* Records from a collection

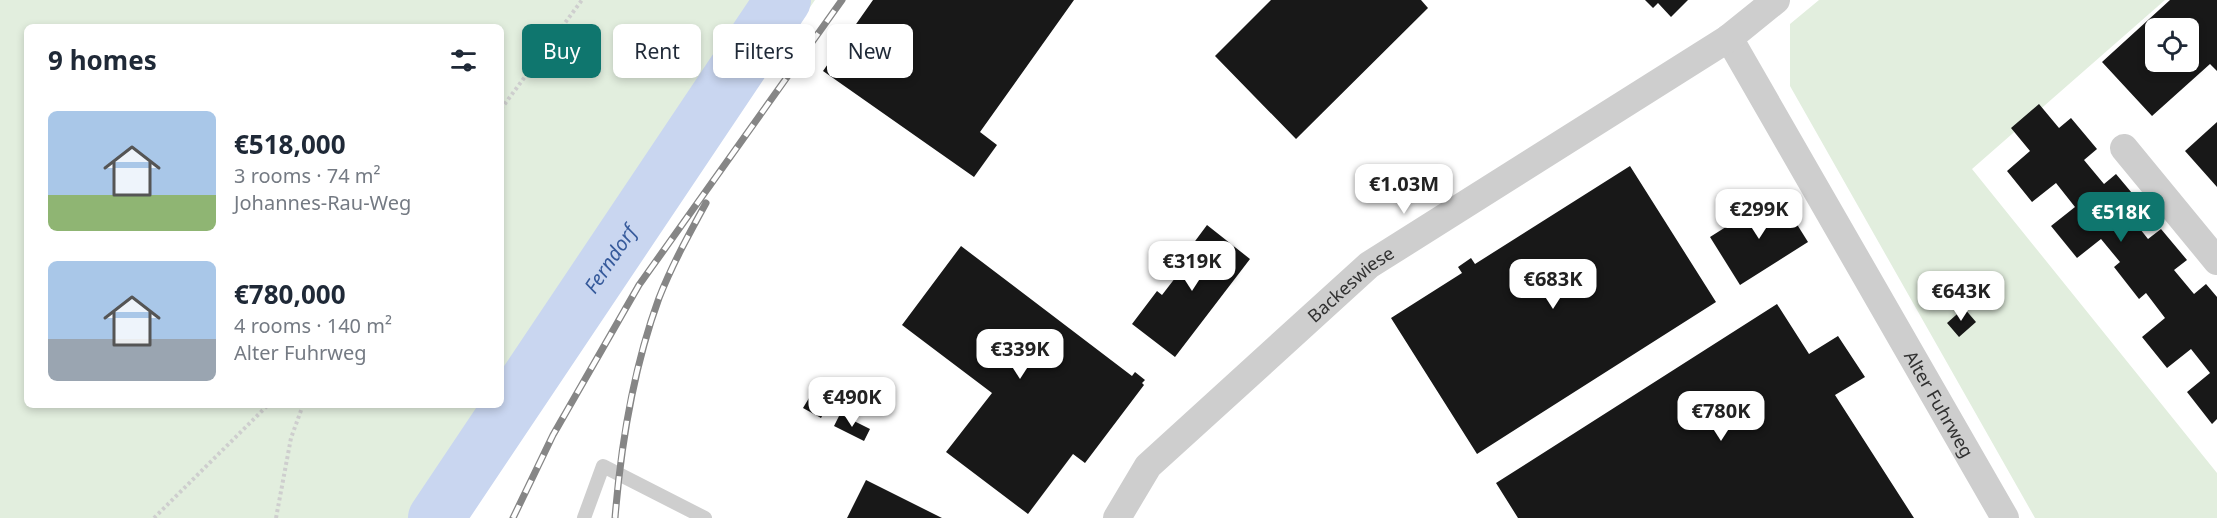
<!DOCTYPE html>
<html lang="en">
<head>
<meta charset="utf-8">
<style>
  body { margin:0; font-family:"Noto Sans",sans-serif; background:#f6f6f7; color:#1f2937; height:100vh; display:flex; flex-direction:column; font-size:22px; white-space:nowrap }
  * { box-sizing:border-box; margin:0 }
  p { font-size:20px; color:#747a83 }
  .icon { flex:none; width:33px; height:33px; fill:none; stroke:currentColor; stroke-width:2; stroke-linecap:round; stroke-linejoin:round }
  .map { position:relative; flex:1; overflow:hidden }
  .sheet { position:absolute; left:24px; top:24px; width:480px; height:384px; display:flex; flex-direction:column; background:#fff; border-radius:9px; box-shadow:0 3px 9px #0003 }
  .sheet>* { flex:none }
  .hud { position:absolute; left:522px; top:24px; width:570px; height:54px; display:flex; gap:12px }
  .buttons { position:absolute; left:2145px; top:18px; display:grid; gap:12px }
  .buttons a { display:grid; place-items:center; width:54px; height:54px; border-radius:9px; background:#fff; box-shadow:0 3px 9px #0003; font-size:30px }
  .price { position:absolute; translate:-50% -51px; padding:0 14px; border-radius:12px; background:#fff; color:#222; font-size:20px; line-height:39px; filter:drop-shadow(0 2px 3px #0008) }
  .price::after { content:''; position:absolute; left:50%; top:36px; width:18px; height:14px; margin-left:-9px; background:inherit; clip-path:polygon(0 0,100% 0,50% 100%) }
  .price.selected { background:#0f766e; color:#fff }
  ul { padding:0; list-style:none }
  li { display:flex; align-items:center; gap:18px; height:150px; padding:0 24px }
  li span { display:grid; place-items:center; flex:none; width:168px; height:120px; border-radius:9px; color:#555 }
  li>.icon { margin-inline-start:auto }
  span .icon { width:72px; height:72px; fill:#fffc; stroke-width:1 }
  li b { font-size:26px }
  h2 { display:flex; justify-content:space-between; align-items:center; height:72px; padding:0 24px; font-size:26px }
  .pill { padding:0 21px; border-radius:9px; background:#fff; box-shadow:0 3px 9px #0003; font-size:21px; line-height:54px }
  .pill.selected { background:#0f766e; color:#fff }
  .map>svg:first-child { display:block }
  .green { fill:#e2eede; fill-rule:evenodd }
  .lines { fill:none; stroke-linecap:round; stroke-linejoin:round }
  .river { stroke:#c9d6f0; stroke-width:56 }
  .building { fill:#181818; fill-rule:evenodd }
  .path { stroke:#cecece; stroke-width:4; stroke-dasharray:3 3; stroke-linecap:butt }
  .lane { stroke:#cecece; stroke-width:14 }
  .street { stroke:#cecece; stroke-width:28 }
  .rail-casing { stroke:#868686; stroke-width:7 }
  .rail { stroke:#fff; stroke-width:4.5; stroke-dasharray:14; stroke-linecap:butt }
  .labels { text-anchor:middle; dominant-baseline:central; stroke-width:6; stroke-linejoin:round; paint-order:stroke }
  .street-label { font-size:18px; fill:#313131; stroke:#fff }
  .water-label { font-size:20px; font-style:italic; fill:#365a9b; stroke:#fff }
</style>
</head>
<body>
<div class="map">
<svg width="2217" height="518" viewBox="0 0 2217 518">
  <rect width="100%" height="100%" fill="#fff"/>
  <path class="green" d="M0 0H815L457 518H0ZM27 27H501V405H27Z
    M1819 0H2165L1972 169 2217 473V518H2035L1790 86V24Z"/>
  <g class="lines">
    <path class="river" id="s1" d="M436 518 783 0"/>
  </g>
  <path class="building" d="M873 0H1074L980 132 997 145 974 177 823 71Z
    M1271 0H1421L1428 8 1296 139 1215 56Z
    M1645 0H1688L1671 17 1658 3 1653 8Z
    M2170 0H2217V71L2210 64 2152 116 2102 62ZM2156 28H2188V62H2156Z
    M2039 104 2059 128 2071 118 2097 149 2084 160 2104 184 2116 174 2142 205 2129 215 2148 239 2161 229 2187 260 2174 270 2194 294 2206 284 2217 297V419L2212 424 2187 392 2210 373 2191 349 2167 368 2142 337 2165 318 2146 293 2139 299 2114 267 2120 262 2101 239 2077 258 2051 226 2075 207 2056 183 2032 202 2007 171 2030 151 2011 128Z
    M2217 122V187L2185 151Z
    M1630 166 1716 302 1477 454 1391 318 1462 273 1458 267 1471 258 1475 264Z
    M1778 194 1808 242 1740 285 1710 237Z
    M1207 225 1250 259 1175 357 1132 324 1157 291 1162 295 1189 260 1184 256Z
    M961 246 1132 376 1135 372 1145 380 1142 383 1144 385 1085 463 1073 454 1028 514 946 452 992 393 902 325Z
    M1777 304 1809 354 1838 336 1865 377 1835 395 1914 518H1518L1496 483Z
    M1964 308 1976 322 1959 337 1947 323Z
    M809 398 827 407 821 418 803 408Z
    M840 414 870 429 864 441 834 426Z
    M866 480 942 518H847Z"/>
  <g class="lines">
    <path class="path" d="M501 109 582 0
      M154 518 268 405
      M276 518 291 438 303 405"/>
    <path class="lane" d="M584 518 603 466 705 518"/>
    <g class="street">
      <path id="s2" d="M1729 38 2005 518"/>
      <path d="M2124 148 2217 261"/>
      <path id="s3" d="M1117 518 1148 466 1369 265 1729 38 1776 0"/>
    </g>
    <g class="rail-casing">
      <path id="rail" d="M513 518 553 435 639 285 842 0
        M615 518C621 443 633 369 659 298 672 265 689 234 706 203"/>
    </g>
    <use href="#rail" class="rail"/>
  </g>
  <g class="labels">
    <g class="street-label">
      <text stroke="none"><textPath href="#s3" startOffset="333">Backeswiese</textPath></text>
      <text stroke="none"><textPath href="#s2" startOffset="422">Alter Fuhrweg</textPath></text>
    </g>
    <g class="water-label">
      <text stroke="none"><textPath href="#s1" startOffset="312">Ferndorf</textPath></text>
    </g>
  </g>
</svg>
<div class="buttons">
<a><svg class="icon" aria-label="locate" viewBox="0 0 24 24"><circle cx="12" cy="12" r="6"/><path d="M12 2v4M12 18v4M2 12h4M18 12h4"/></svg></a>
</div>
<b class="price" style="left:1404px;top:215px">€1.03M</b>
<b class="price" style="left:1759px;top:240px">€299K</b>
<b class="price selected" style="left:2121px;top:243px">€518K</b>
<b class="price" style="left:1192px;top:292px">€319K</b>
<b class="price" style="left:1553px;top:310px">€683K</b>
<b class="price" style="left:1961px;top:322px">€643K</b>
<b class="price" style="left:1020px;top:380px">€339K</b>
<b class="price" style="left:852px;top:428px">€490K</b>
<b class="price" style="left:1721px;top:442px">€780K</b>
<div class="hud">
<a class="pill selected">Buy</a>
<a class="pill">Rent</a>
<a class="pill">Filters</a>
<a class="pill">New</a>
</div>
<section class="sheet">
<h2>9 homes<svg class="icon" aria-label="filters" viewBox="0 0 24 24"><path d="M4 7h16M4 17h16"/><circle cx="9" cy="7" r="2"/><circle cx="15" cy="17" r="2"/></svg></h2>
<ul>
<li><span style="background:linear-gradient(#a9c7e8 70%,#8fb573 0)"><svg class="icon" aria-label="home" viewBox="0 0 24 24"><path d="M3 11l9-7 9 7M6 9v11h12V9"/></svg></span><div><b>€518,000</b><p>3 rooms · 74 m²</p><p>Johannes-Rau-Weg</p></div></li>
<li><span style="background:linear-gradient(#a9c7e8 65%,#9aa5b1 0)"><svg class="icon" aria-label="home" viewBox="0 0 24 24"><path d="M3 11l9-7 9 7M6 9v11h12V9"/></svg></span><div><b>€780,000</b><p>4 rooms · 140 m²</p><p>Alter Fuhrweg</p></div></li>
</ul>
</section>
</div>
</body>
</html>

* Aim of the task
Retype only the stretch of lines above starting at the one with "position:relative; flex:1; overflow:hidden" and stopping at the one with "position:absolute; left:522px; top:24px;", exactly as written, with both kept.

* Answer area
  .map { position:relative; flex:1; overflow:hidden }
  .sheet { position:absolute; left:24px; top:24px; width:480px; height:384px; display:flex; flex-direction:column; background:#fff; border-radius:9px; box-shadow:0 3px 9px #0003 }
  .sheet>* { flex:none }
  .hud { position:absolute; left:522px; top:24px; width:570px; height:54px; display:flex; gap:12px }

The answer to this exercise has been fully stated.